RAFFI ANDERIAN/TORONTO STAR
Sometimes life takes an unexpected turn and you’re suddenly out of work or facing huge expenses due to family illness without the means to pay the bills. It may not have crossed your mind that you might be able to access your locked-in retirement savings to help get you through the crisis.
The upside of going this route is that getting the money when you need it may help you avoid dire consequences like eviction or mortgage foreclosure. The downside is of course, that your future retirement income may be significantly eroded.
If you elected a transfer out of an Ontario workplace pension when you left a previous employer or the plan was wound up, the money was moved to a locked-in retirement account (LIRA), a life income fund (LIF) or locked-in retirement income fund (LRIF).
Normally, you must wait until you turn 55 before you can start receiving payments from your locked-in account and there are limits on the minimum and maximum payments you can receive in any one year.
The reason for this says Barry Gros, an actuary and senior executive with pension and benefits consultant Aon Hewitt, is because locking-in is meant to ensure that money set aside for retirement is used for that purpose.
However, you can unlock up to 50 per cent of your pension at the time of transfer and you might be able to gain special access to your locked-in accounts in a variety of other circumstances, including if you are facing specific forms of financial hardship.
The financial hardship categories in which Ontario permits unlocking of pension accounts include:
•Your expected income from all sources, before taxes, for 2011 will be less than $32,200.
•You risk eviction for arrears of mortgage payments or rent.
•You need a first and last month’s rent to secure a place to live.

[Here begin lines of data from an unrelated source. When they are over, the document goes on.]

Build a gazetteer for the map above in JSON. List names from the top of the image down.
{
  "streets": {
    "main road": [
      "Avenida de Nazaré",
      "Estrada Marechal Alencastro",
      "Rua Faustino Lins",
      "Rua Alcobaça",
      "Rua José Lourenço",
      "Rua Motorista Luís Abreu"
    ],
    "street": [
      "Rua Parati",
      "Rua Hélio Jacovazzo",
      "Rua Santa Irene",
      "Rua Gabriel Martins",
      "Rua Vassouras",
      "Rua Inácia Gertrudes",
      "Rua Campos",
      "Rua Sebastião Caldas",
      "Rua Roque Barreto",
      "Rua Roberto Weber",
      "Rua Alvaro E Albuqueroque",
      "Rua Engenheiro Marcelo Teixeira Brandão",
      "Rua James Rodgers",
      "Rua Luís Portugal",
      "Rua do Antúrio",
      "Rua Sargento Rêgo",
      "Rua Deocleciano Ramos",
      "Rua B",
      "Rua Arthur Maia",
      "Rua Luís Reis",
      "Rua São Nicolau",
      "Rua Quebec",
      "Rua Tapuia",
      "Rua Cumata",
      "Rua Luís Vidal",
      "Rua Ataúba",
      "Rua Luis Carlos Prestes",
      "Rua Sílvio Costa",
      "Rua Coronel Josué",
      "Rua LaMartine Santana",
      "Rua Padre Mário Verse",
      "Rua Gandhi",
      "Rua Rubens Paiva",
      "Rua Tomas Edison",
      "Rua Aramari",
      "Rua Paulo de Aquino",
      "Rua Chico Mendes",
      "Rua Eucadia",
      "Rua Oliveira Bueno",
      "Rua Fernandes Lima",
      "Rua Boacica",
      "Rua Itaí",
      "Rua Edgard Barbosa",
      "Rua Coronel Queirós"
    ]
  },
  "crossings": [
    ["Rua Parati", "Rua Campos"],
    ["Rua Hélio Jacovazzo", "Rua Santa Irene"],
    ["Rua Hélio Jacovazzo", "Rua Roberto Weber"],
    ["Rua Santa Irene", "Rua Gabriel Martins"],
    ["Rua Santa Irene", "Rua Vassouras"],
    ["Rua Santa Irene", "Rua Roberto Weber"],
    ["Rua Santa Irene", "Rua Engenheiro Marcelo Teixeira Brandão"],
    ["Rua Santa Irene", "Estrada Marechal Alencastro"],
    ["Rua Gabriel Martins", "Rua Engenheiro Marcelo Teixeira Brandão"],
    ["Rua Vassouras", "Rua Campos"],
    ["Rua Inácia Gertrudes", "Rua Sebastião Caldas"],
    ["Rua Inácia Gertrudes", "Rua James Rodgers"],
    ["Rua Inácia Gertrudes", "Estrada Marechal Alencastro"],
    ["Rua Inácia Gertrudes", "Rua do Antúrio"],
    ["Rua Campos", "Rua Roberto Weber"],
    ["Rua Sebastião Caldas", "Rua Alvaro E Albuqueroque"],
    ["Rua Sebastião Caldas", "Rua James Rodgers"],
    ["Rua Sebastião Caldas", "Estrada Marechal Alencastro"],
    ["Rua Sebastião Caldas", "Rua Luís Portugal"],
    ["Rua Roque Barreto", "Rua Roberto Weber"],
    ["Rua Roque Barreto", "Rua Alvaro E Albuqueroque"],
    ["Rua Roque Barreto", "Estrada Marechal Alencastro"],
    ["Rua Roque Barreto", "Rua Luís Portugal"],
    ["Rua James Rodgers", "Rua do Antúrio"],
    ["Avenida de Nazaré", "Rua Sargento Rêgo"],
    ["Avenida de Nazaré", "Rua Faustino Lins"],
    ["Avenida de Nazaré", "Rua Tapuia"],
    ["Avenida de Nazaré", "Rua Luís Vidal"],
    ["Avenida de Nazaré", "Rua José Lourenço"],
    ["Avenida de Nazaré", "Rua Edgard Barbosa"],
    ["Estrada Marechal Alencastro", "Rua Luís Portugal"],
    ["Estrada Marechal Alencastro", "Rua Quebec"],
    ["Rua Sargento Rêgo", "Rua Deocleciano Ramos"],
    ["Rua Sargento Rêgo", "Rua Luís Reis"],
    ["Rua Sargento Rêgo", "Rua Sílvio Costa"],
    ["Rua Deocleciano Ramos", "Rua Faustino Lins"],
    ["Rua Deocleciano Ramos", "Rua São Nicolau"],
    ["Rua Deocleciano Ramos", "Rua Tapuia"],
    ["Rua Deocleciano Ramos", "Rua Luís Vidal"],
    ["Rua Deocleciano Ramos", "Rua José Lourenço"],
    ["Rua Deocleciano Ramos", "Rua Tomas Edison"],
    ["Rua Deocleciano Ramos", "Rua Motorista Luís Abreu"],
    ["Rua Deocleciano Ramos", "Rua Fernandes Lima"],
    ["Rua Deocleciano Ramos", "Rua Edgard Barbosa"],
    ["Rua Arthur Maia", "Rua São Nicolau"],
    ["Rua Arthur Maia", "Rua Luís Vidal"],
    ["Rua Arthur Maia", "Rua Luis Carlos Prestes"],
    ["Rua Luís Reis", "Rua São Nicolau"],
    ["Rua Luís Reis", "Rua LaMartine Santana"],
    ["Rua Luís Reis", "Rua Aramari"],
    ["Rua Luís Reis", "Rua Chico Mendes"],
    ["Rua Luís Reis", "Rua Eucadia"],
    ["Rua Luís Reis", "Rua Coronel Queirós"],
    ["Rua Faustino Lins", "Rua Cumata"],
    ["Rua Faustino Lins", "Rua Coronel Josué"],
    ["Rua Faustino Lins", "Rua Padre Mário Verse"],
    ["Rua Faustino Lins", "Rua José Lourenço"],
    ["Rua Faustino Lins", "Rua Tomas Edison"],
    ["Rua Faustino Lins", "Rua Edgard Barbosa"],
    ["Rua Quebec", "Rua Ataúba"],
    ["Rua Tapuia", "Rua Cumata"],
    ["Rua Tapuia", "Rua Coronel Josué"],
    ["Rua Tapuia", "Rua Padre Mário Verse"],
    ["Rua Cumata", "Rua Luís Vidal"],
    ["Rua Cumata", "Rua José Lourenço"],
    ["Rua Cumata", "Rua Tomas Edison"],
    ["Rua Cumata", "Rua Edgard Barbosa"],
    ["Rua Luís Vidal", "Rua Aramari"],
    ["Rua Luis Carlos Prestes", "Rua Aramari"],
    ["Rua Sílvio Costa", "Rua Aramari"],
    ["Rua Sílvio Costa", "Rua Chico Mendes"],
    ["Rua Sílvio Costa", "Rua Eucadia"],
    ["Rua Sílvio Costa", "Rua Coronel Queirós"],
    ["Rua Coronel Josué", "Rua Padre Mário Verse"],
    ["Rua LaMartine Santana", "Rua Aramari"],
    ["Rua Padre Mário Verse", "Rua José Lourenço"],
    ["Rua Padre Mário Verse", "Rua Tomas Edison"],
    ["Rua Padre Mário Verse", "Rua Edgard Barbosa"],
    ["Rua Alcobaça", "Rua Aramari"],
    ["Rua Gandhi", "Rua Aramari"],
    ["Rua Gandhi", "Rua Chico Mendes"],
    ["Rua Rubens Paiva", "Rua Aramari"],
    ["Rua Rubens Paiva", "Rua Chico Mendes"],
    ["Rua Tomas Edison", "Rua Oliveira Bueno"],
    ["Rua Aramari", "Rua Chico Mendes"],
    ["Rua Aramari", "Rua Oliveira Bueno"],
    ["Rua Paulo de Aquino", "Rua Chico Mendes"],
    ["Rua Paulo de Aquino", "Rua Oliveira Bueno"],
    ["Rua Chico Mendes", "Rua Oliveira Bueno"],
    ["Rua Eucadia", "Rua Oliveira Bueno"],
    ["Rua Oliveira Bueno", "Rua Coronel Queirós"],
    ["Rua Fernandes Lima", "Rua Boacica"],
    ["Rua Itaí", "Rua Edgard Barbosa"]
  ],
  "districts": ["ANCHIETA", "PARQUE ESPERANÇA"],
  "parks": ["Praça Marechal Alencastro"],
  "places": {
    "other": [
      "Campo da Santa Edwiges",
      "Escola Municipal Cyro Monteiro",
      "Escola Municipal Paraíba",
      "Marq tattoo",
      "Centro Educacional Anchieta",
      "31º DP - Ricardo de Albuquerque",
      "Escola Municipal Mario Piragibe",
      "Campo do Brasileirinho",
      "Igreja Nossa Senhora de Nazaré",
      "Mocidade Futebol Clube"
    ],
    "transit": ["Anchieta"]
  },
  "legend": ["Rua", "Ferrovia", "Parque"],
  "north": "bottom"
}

•You have medical or dental expenses not covered by government or private health care insurance.
•You need to renovate your home to accommodate a disable or ill family member.
In 2009, more than 11,000 financial hardship unlocking applications were approved by the Superintendent of Financial Services and over 80 per cent fell into the first category above – inadequate income.
How to get the money?
If you live in Ontario, please make sure your pension was earned in the province. If it was federally-regulated (i.e. banking, telecommunications or airline transportation) or as a result of employment in another province, you will have to seek advice from pension supervisory authorities in the relevant jurisdiction.
Then complete one or more very detailed forms which can be found on the Financial Services Commission of Ontario website.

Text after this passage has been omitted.